Second, we need to change our approach. As a society, we are fixated on what is happening right now with the market, with the economy, and with our investments. Organizations who teach financial planning have to battle this transactional, in-the-moment mentality and shift people to view finances more holistically. We need to get away from financial transactions and move towards financial planning—helping people establish their key financial goals and work towards those goals by saving sufficiently, investing wisely, and protecting their assets along the way. We need to make finances about people and their families, not just about the market.

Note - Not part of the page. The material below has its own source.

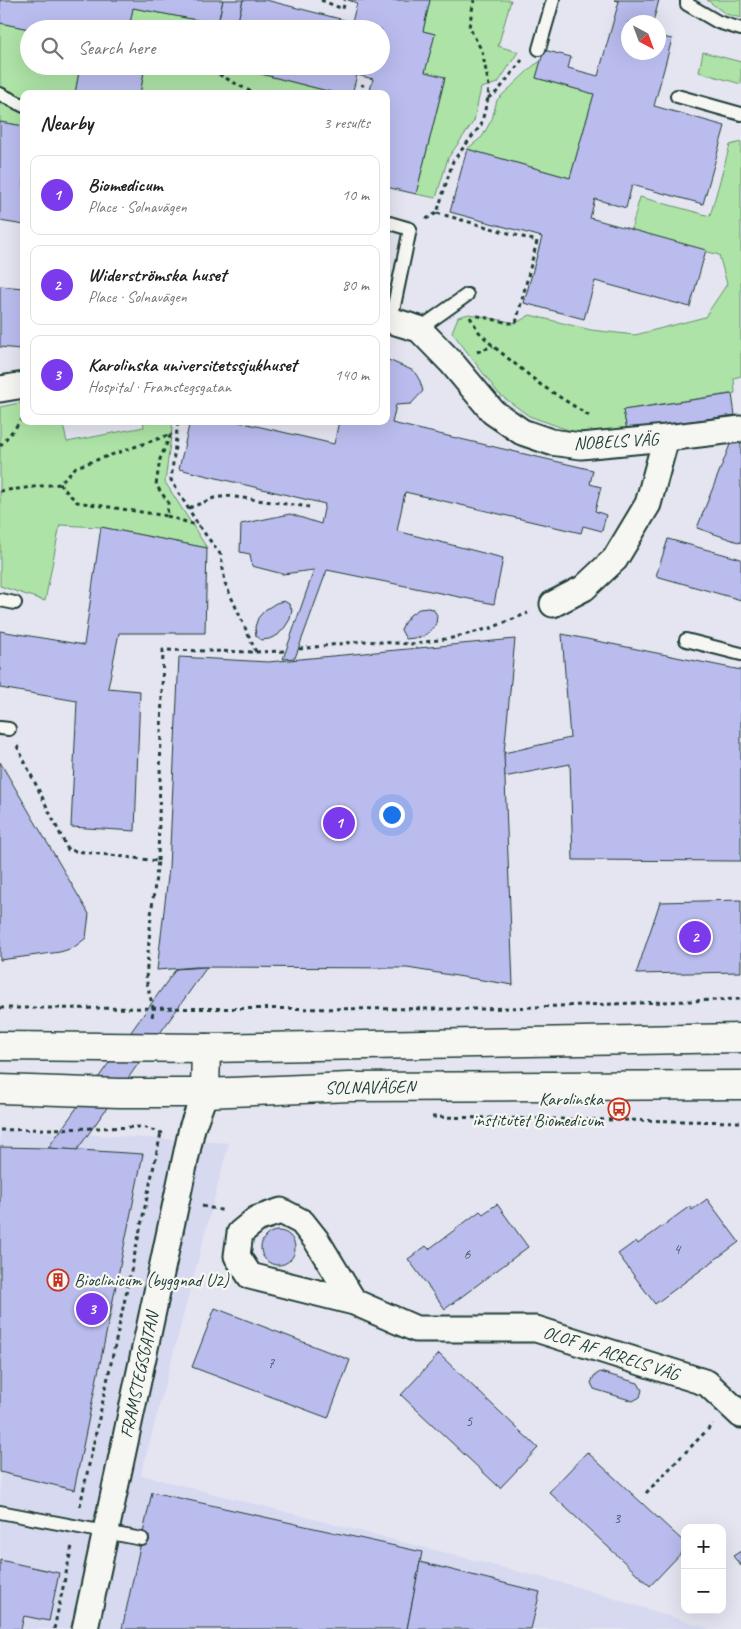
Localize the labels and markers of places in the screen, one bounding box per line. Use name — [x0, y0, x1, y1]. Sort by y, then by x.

When we do this, we will engage women at a much deeper, more meaningful level; that’s where you’ll see the biggest changes. It’s already happening. You are seeing financial institutions increasingly shift from a transactional mentality to a more broad-based financial planning mentality. There has also been a growth in the number of fee-based financial planners who approach finances holistically. Companies are starting to move away from traditional benefits communication where employees are bombarded with technical information on benefits and towards holistic benefits planning which starts with an employees’ financial goals first, then looks at how the employee can best manage their benefits to achieve these goals. These are all huge steps forward.

Now, it’s a matter of continuing the progress on all fronts so we don’t lose this momentum. The biggest risk we face is complacency.

*Questions are compiled from actual questions we’ve received from reporters and clients.

*Questions are compiled from actual questions we’ve received from reporters and clients.